**Exercise aim**
Tally the lines containing "overflow" in this data. Respond with the tally alone.

(Collected data)
------

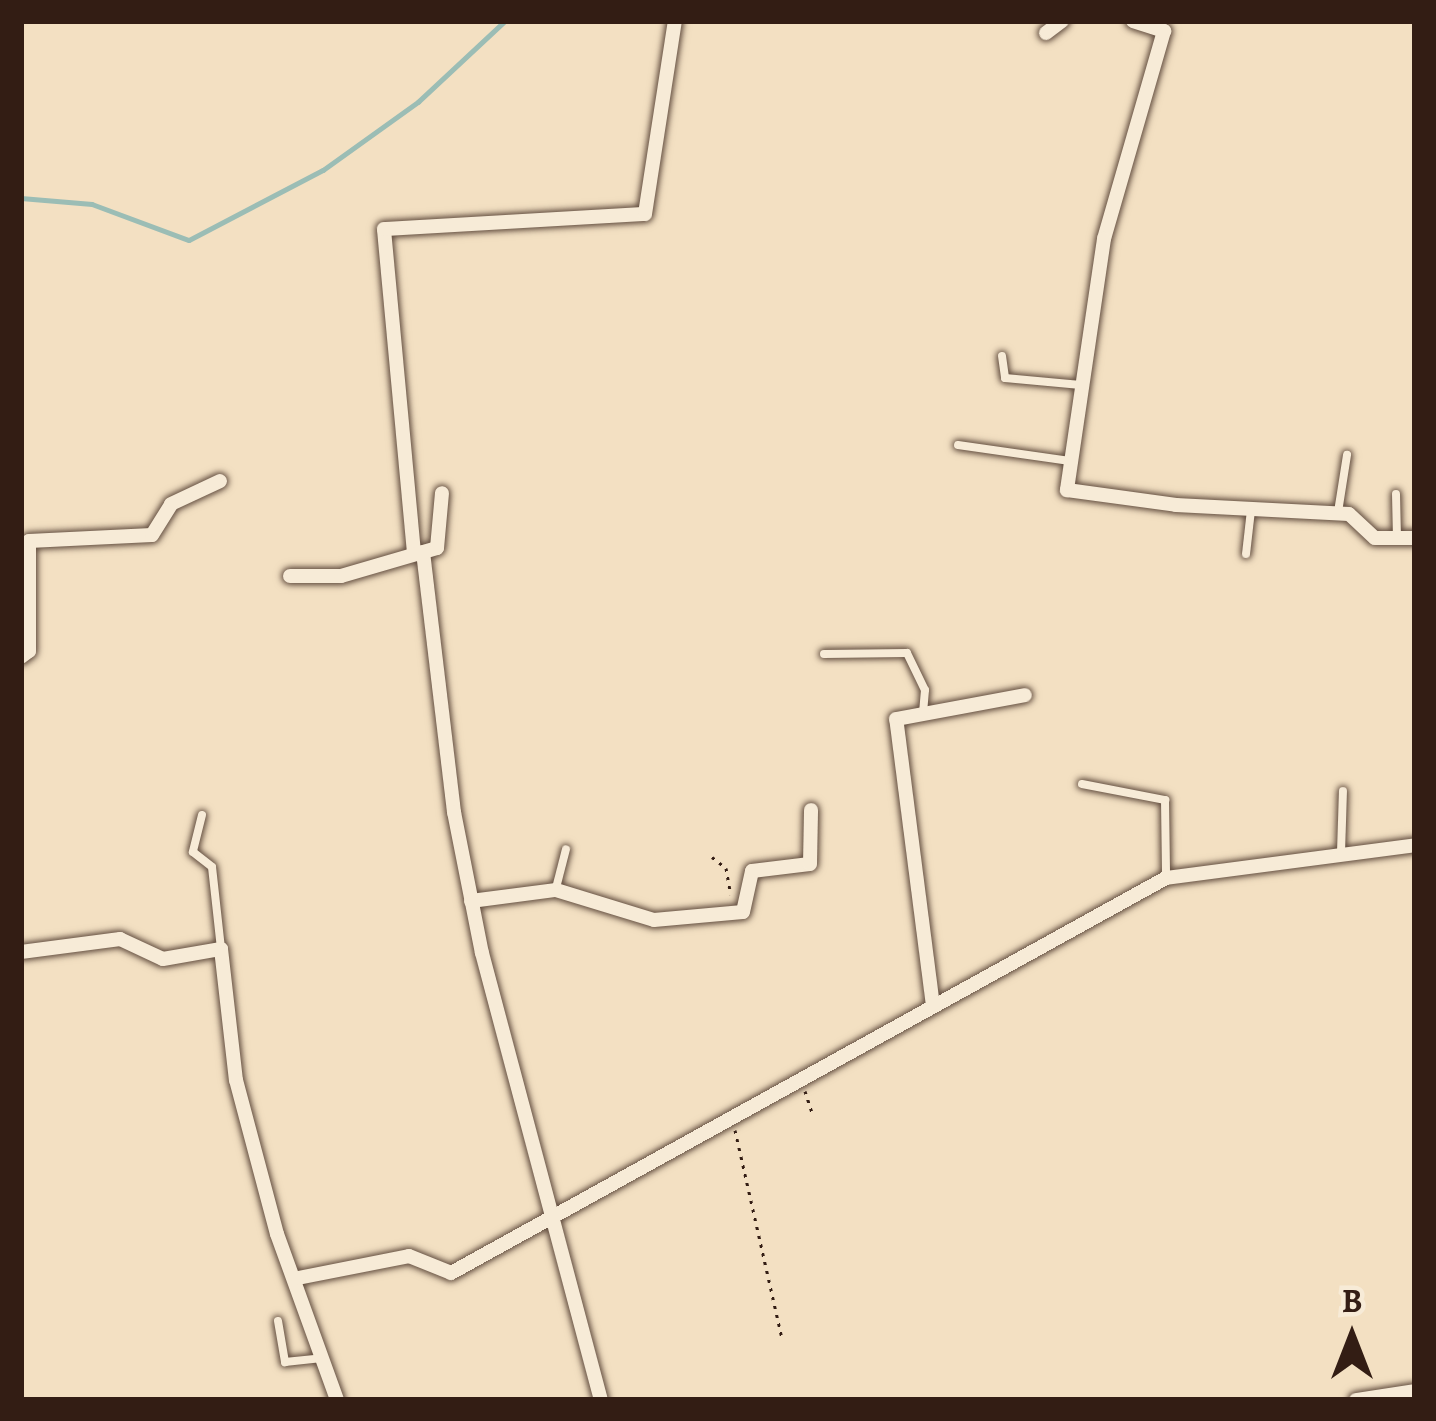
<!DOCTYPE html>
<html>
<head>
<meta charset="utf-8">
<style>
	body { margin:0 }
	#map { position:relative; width:1436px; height:1421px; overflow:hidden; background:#f3e0c2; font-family:Alegreya,serif }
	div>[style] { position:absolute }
	.stream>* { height:4.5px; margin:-2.25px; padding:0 2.25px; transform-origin:2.25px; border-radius:2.25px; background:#9bbdb5 }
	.path>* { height:3px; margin-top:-1.5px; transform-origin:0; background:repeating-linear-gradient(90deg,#331d14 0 3px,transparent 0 9px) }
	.roads { filter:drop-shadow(0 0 3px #634e40) drop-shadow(0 0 3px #634e40) }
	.lane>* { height:8px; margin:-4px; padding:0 4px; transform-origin:4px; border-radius:4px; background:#f7ebd7 }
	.street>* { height:14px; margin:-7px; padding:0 7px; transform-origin:7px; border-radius:7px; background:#f7ebd7 }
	span { translate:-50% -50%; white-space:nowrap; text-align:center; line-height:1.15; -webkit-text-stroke:12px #f7ebd7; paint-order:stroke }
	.frame { position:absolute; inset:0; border:24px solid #331d14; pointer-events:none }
	.north { position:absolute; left:1292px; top:1277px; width:120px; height:120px; -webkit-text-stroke:9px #f7ebd7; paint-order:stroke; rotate:0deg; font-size:33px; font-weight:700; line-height:48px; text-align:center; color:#331d14 }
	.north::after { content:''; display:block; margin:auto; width:42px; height:54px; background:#331d14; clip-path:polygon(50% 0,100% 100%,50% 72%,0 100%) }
</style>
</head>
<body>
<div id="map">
	<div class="stream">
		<i style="left:21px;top:198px;width:71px;rotate:4.8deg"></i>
		<i style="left:92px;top:204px;width:103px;rotate:20.4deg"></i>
		<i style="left:189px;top:240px;width:151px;rotate:-27.6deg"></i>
		<i style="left:323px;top:170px;width:117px;rotate:-35.6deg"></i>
		<i style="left:418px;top:102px;width:119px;rotate:-43deg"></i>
	</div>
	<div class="path">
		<i style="left:712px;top:857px;width:18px;rotate:38deg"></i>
		<i style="left:726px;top:868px;width:27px;rotate:80deg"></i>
		<i style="left:805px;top:1091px;width:25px;rotate:72deg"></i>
		<i style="left:735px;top:1130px;width:213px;rotate:77.3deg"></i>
	</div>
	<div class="roads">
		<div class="lane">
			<i style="left:1002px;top:356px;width:22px;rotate:82deg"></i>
			<i style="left:1005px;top:378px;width:76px;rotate:5.3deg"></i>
			<i style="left:958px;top:445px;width:113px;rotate:8.1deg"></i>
			<i style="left:1396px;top:494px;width:44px;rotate:88.7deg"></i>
			<i style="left:1338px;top:512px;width:58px;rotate:-81deg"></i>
			<i style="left:1246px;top:554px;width:44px;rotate:-83.5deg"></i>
			<i style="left:824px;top:654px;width:83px;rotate:-0.7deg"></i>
			<i style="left:907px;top:653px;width:41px;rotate:64.1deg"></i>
			<i style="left:925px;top:690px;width:22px;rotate:95deg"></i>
			<i style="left:1082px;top:784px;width:85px;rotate:10.9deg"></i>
			<i style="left:1165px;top:800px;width:76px;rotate:89.2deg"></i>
			<i style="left:202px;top:815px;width:38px;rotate:104deg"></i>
			<i style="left:193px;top:852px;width:24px;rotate:38deg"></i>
			<i style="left:212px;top:867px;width:82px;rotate:83.7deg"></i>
			<i style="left:1341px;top:853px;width:62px;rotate:-88.2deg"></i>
			<i style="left:556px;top:888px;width:40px;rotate:-75.6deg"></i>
			<i style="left:278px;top:1321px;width:42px;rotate:80.3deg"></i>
			<i style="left:285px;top:1362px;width:37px;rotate:-6deg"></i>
		</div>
		<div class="street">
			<i style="left:1133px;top:21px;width:33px;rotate:18deg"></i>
			<i style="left:1164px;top:31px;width:216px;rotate:106.1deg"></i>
			<i style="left:1104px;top:239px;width:254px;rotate:98.4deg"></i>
			<i style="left:1067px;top:490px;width:110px;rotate:7.8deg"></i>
			<i style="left:1176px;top:505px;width:173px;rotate:3deg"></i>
			<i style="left:1349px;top:514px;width:35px;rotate:43deg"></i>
			<i style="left:1375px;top:538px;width:40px"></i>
			<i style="left:1046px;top:33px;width:20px;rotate:-37deg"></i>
			<i style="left:423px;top:552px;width:262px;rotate:83.2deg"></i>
			<i style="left:454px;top:812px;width:144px;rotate:78.8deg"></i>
			<i style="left:482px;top:953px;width:463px;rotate:75.1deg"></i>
			<i style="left:414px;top:553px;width:325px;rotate:-95.3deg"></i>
			<i style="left:384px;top:229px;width:261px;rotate:-3.3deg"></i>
			<i style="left:645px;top:214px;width:195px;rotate:-81.2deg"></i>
			<i style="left:290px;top:576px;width:51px"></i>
			<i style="left:341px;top:576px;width:100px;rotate:-16.3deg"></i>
			<i style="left:437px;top:548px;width:55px;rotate:-84.8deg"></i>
			<i style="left:21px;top:657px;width:10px;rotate:-37deg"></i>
			<i style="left:29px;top:651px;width:110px;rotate:-90deg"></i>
			<i style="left:29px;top:541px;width:123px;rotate:-2.8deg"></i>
			<i style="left:152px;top:535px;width:36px;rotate:-58deg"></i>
			<i style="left:171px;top:504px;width:54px;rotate:-25.1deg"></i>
			<i style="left:471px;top:901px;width:86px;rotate:-7.4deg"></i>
			<i style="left:556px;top:890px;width:102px;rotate:17deg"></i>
			<i style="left:654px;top:920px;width:89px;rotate:-5.1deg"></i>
			<i style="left:743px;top:912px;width:42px;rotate:-77.6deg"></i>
			<i style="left:752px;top:871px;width:58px;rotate:-6.9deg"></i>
			<i style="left:810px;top:864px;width:54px;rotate:-88.9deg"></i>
			<i style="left:21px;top:952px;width:100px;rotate:-7.5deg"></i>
			<i style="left:120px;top:939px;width:47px;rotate:24.9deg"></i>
			<i style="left:163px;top:959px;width:59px;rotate:-9.8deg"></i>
			<i style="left:221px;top:949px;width:132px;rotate:83.5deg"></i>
			<i style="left:236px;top:1080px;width:159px;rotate:75.1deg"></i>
			<i style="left:277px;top:1234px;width:177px;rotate:70.1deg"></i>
			<i style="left:933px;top:1006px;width:289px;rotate:-97.3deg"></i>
			<i style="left:896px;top:719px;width:131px;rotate:-10.5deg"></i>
			<i style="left:298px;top:1278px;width:113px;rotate:-11.2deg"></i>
			<i style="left:409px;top:1256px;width:45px;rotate:22deg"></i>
			<i style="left:451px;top:1273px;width:817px;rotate:-28.92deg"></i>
			<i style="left:1166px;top:878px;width:251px;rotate:-7.5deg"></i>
			<i style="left:1356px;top:1400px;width:60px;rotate:-8.7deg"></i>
		</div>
	</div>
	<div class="frame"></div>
	<div class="north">B</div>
</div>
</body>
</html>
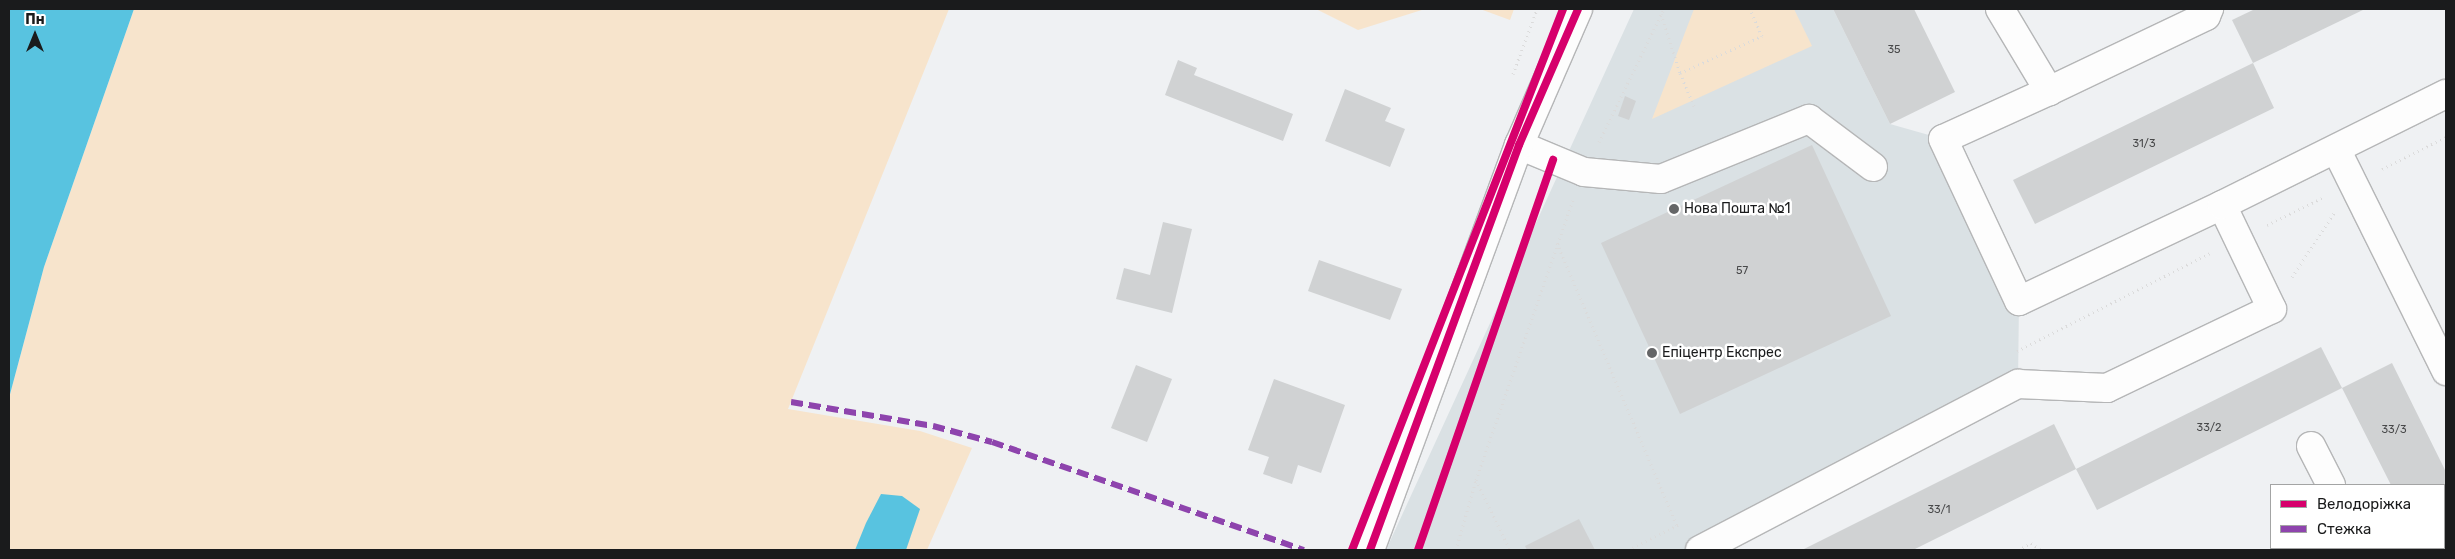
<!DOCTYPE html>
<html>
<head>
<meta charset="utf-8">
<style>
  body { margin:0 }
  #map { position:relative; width:2455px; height:559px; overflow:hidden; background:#eff1f3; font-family:Rubik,sans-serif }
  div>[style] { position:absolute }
  .built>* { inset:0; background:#dae1e4 }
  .green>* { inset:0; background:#f7e4cc }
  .water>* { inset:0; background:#58c3e0 }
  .building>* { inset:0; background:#d0d2d3 }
  .path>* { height:3px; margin-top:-1.5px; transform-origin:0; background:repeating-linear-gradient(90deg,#dbdbdb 0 1px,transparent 0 5px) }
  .roads { filter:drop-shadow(1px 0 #b5b6b7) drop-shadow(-1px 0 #b5b6b7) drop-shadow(0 1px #b5b6b7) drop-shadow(0 -1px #b5b6b7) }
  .minor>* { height:28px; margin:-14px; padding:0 14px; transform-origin:14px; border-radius:14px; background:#fdfdfd }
  .quiet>* { height:6px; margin-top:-3px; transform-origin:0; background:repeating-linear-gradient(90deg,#8e44ad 0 12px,transparent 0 18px) }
  .cycleway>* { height:8px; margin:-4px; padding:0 4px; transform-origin:4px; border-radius:4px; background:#d6006c }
  .dots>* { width:14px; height:14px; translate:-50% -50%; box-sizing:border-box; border:2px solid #fff; border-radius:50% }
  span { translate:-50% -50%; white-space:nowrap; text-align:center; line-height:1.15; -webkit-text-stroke:5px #fff; paint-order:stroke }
  .number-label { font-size:11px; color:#48494a }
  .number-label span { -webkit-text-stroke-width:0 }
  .poi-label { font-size:14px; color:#1a1b1c }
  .left { translate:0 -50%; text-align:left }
  .frame { position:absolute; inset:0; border:10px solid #1a1b1c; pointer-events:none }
  .legend { position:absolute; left:2270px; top:484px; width:175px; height:65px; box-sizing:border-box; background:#fff; border:1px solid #a3a4a4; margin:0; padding:6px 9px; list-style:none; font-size:15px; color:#1a1b1c }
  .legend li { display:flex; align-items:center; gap:10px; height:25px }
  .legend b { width:25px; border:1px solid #a3a4a4 }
  .north { position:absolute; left:10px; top:10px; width:50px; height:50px; -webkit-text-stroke:4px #fff; paint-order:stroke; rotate:0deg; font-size:14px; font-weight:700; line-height:20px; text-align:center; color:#1a1b1c }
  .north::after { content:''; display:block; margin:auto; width:18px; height:22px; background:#1a1b1c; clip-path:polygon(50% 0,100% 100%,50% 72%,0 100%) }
</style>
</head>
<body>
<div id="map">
  <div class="built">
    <div style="clip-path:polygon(1634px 9px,1833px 9px,1890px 124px,1943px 139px,2019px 301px,2018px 384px,1700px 550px,1386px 550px)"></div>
  </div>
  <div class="green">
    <div style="clip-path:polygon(134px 9px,949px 9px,788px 409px,920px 431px,972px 448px,927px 550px,9px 550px,9px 398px,44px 267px)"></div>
    <div style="clip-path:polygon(1316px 9px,1425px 9px,1358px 30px)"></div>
    <div style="clip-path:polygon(1480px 9px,1514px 9px,1510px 20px)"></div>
    <div style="clip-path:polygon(1694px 9px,1794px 9px,1812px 46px,1652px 119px)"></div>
  </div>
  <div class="water">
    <div style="clip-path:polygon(9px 9px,134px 9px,44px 267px,9px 398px)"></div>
    <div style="clip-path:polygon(881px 494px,902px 496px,920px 509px,906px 550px,855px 550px,866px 523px)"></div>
  </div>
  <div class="building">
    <div style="clip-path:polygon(1833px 9px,1914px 9px,1955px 92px,1890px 124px)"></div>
    <div style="clip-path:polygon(2255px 9px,2365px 9px,2253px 63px,2232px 20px)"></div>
    <div style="clip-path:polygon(1178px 60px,1197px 68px,1194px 75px,1293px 114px,1283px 141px,1165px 95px)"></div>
    <div style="clip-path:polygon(2253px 63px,2274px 108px,2035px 224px,2013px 180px)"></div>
    <div style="clip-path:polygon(1345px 89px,1391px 108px,1385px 121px,1405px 129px,1390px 167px,1325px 141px)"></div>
    <div style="clip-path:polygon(1625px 96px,1636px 101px,1629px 120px,1618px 116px)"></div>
    <div style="clip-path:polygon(1812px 145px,1891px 316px,1680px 414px,1601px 243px)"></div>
    <div style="clip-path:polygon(1163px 222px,1192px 229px,1172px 313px,1116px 299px,1124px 268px,1150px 275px)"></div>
    <div style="clip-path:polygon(1319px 260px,1402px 289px,1390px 320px,1308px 291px)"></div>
    <div style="clip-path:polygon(2321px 347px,2342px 388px,2097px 510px,2076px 469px)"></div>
    <div style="clip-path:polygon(2392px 363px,2446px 472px,2446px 550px,2424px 550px,2422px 548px,2444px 548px,2444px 485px,2391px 485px,2342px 388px)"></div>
    <div style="clip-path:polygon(1136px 365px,1172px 379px,1147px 442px,1111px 428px)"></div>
    <div style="clip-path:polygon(1274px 379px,1345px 405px,1321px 473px,1298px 465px,1292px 484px,1263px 474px,1269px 457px,1248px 450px)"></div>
    <div style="clip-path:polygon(2054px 424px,2076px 469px,1913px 550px,1802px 550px)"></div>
    <div style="clip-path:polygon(1579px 519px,1595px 550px,1527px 550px,1525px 546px)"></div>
  </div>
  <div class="path">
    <div style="left:1661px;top:14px;width:62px;rotate:72.1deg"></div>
    <div style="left:1680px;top:73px;width:39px;rotate:67deg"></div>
    <div style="left:1680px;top:73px;width:90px;rotate:-24.3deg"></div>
    <div style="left:1762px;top:36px;width:30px;rotate:-114deg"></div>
    <div style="left:1513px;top:74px;width:69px;rotate:-69.7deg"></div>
    <div style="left:1599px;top:142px;width:148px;rotate:-64deg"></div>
    <div style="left:2382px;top:169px;width:72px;rotate:-26.6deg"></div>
    <div style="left:2267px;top:225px;width:64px;rotate:-26.2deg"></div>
    <div style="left:1557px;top:243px;width:307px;rotate:67deg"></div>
    <div style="left:2292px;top:277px;width:77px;rotate:-56.7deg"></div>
    <div style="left:2017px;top:351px;width:216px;rotate:-26.9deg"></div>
    <div style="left:1476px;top:480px;width:78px;rotate:64.1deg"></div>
    <div style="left:1456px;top:550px;width:73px;rotate:-74.1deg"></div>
    <div style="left:1476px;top:480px;width:296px;rotate:-70.9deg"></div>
    <div style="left:1628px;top:550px;width:56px;rotate:-26.6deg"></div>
    <div style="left:2018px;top:550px;width:15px;rotate:-28deg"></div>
    <div style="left:2031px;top:543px;width:12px;rotate:35deg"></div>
  </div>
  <div class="roads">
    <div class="minor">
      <div style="left:2000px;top:9px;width:96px;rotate:59.1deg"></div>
      <div style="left:2049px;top:91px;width:174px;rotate:-25.5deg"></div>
      <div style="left:2206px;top:16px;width:8px;rotate:-67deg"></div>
      <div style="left:2049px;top:91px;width:116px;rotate:155.6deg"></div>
      <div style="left:1943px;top:139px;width:179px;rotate:64.9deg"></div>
      <div style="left:2019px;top:301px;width:225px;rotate:-25.3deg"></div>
      <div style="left:1519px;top:145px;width:70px;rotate:22.6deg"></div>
      <div style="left:1584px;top:172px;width:77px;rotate:5.2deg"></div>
      <div style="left:1661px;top:179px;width:160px;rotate:-22.1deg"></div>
      <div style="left:1809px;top:119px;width:80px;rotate:36.9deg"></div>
      <div style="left:2336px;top:149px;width:248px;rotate:63.6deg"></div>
      <div style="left:2311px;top:446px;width:44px;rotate:62.9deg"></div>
      <div style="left:2363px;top:548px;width:3px;rotate:45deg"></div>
      <div style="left:1370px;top:550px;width:432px;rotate:-69.8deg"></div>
      <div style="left:1519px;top:145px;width:148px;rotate:-66.5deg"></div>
      <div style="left:1700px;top:550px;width:359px;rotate:-27.6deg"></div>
      <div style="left:2018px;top:384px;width:89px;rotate:2.6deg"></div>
      <div style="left:2107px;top:388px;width:183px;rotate:-25.6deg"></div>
      <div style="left:2272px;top:309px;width:115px;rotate:-115.7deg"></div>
      <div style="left:2222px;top:205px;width:250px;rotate:-26.4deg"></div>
    </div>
  </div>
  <div class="quiet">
    <div style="left:791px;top:402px;width:144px;rotate:9.6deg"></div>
    <div style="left:933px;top:426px;width:61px;rotate:15.2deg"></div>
    <div style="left:992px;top:442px;width:330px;rotate:19.1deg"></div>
  </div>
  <div class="cycleway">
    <div style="left:1352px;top:550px;width:581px;rotate:-68.69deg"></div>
    <div style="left:1370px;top:550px;width:432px;rotate:-69.8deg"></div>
    <div style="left:1519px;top:145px;width:148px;rotate:-66.5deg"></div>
    <div style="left:1418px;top:550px;width:413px;rotate:-70.9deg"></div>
  </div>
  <div class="dots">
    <div style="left:1674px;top:209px;background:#656667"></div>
    <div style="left:1652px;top:353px;background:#656667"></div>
  </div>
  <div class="number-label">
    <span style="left:1894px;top:50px">35</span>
    <span style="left:2144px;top:144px">31/3</span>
    <span style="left:1742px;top:271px">57</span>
    <span style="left:2209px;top:428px">33/2</span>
    <span style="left:2394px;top:430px">33/3</span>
    <span style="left:1939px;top:510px">33/1</span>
  </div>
  <div class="poi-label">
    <span class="left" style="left:1684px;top:209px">Нова Пошта №1</span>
    <span class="left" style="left:1662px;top:353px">Епіцентр Експрес</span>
  </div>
  <div class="frame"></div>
  <ul class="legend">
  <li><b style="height:6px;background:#d6006c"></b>Велодоріжка</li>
  <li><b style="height:6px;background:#8e44ad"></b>Стежка</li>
  </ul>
  <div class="north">Пн</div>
</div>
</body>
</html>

------

**Answer for the task**
2